• **What to work on**:
The copy you give must match the records exactly, except that it holds no images.

+++

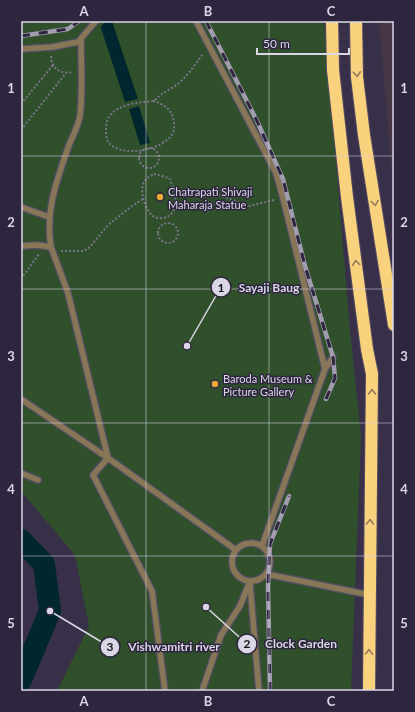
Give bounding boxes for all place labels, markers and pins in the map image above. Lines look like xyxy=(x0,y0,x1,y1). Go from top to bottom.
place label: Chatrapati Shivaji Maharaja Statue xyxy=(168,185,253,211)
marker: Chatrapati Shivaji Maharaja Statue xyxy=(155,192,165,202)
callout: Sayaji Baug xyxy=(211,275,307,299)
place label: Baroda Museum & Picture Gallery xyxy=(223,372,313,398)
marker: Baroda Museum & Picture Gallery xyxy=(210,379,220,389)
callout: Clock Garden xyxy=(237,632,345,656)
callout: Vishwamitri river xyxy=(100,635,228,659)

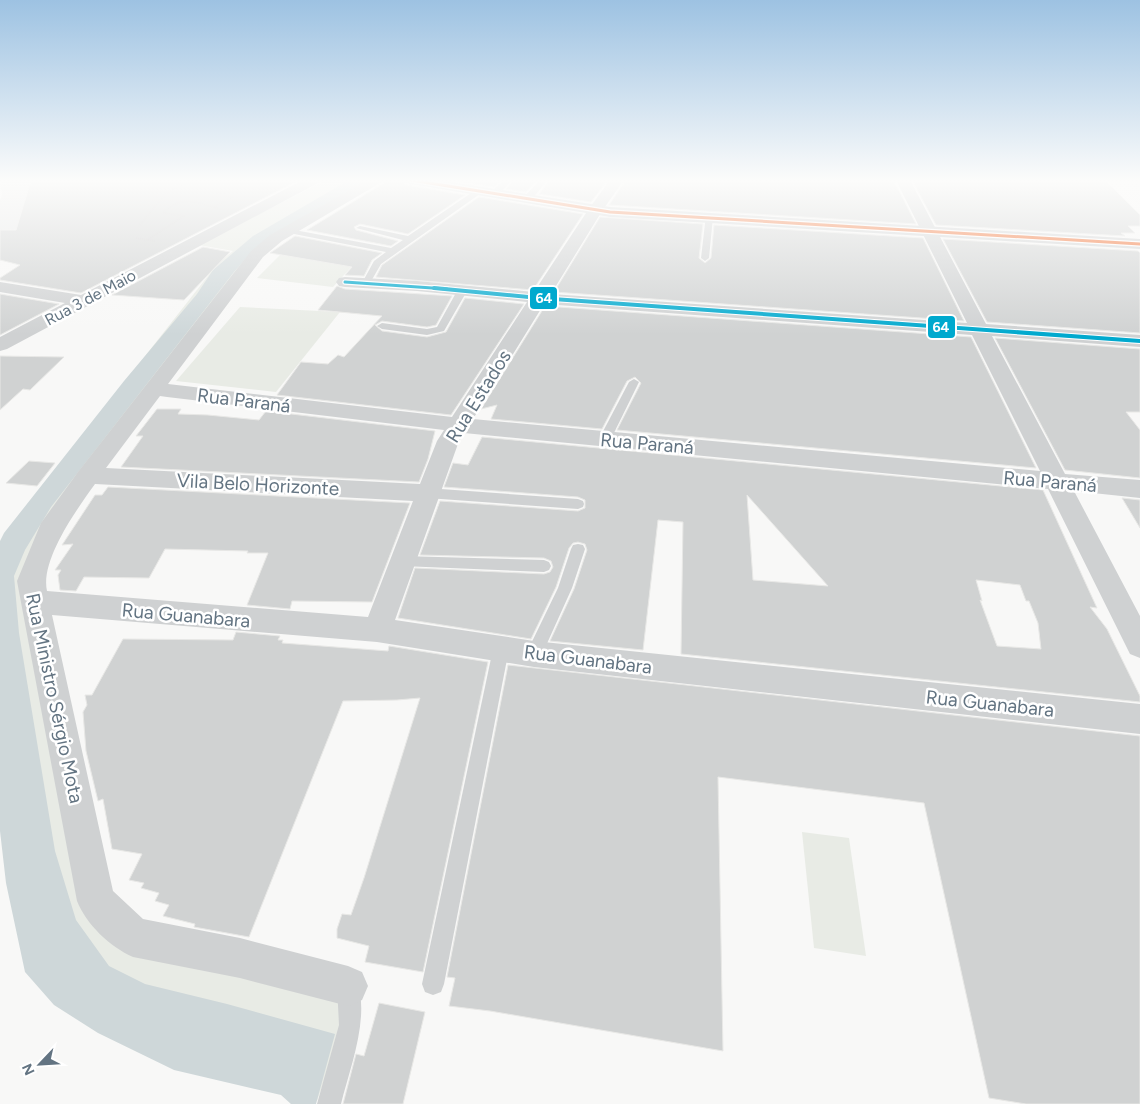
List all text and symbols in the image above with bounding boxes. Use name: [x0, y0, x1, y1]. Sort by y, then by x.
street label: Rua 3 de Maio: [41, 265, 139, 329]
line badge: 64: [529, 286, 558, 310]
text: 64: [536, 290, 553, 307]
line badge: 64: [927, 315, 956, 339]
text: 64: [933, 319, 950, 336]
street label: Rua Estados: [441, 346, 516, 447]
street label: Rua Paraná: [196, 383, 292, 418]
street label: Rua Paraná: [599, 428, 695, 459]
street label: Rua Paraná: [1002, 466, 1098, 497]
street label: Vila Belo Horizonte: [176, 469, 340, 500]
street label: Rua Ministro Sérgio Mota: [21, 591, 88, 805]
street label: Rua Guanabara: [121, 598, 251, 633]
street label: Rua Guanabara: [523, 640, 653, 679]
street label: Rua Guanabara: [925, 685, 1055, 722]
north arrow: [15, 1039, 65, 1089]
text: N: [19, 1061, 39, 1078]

+++

• **Solution below**:
Give bounding boxes for all place labels, markers and pins in the map image above. Lines look like xyxy=(x0,y0,x1,y1). Go from top to bottom.
place label: Chatrapati Shivaji Maharaja Statue xyxy=(168,185,253,211)
marker: Chatrapati Shivaji Maharaja Statue xyxy=(155,192,165,202)
callout: Sayaji Baug xyxy=(211,275,307,299)
place label: Baroda Museum & Picture Gallery xyxy=(223,372,313,398)
marker: Baroda Museum & Picture Gallery xyxy=(210,379,220,389)
callout: Clock Garden xyxy=(237,632,345,656)
callout: Vishwamitri river xyxy=(100,635,228,659)

List all text and symbols in the image above with bounding boxes. Use name: [x0, y0, x1, y1]. Sort by y, then by x.
street label: Rua 3 de Maio: [41, 265, 139, 329]
line badge: 64: [529, 286, 558, 310]
text: 64: [536, 290, 553, 307]
line badge: 64: [927, 315, 956, 339]
text: 64: [933, 319, 950, 336]
street label: Rua Estados: [441, 346, 516, 447]
street label: Rua Paraná: [196, 383, 292, 418]
street label: Rua Paraná: [599, 428, 695, 459]
street label: Rua Paraná: [1002, 466, 1098, 497]
street label: Vila Belo Horizonte: [176, 469, 340, 500]
street label: Rua Ministro Sérgio Mota: [21, 591, 88, 805]
street label: Rua Guanabara: [121, 598, 251, 633]
street label: Rua Guanabara: [523, 640, 653, 679]
street label: Rua Guanabara: [925, 685, 1055, 722]
north arrow: [15, 1039, 65, 1089]
text: N: [19, 1061, 39, 1078]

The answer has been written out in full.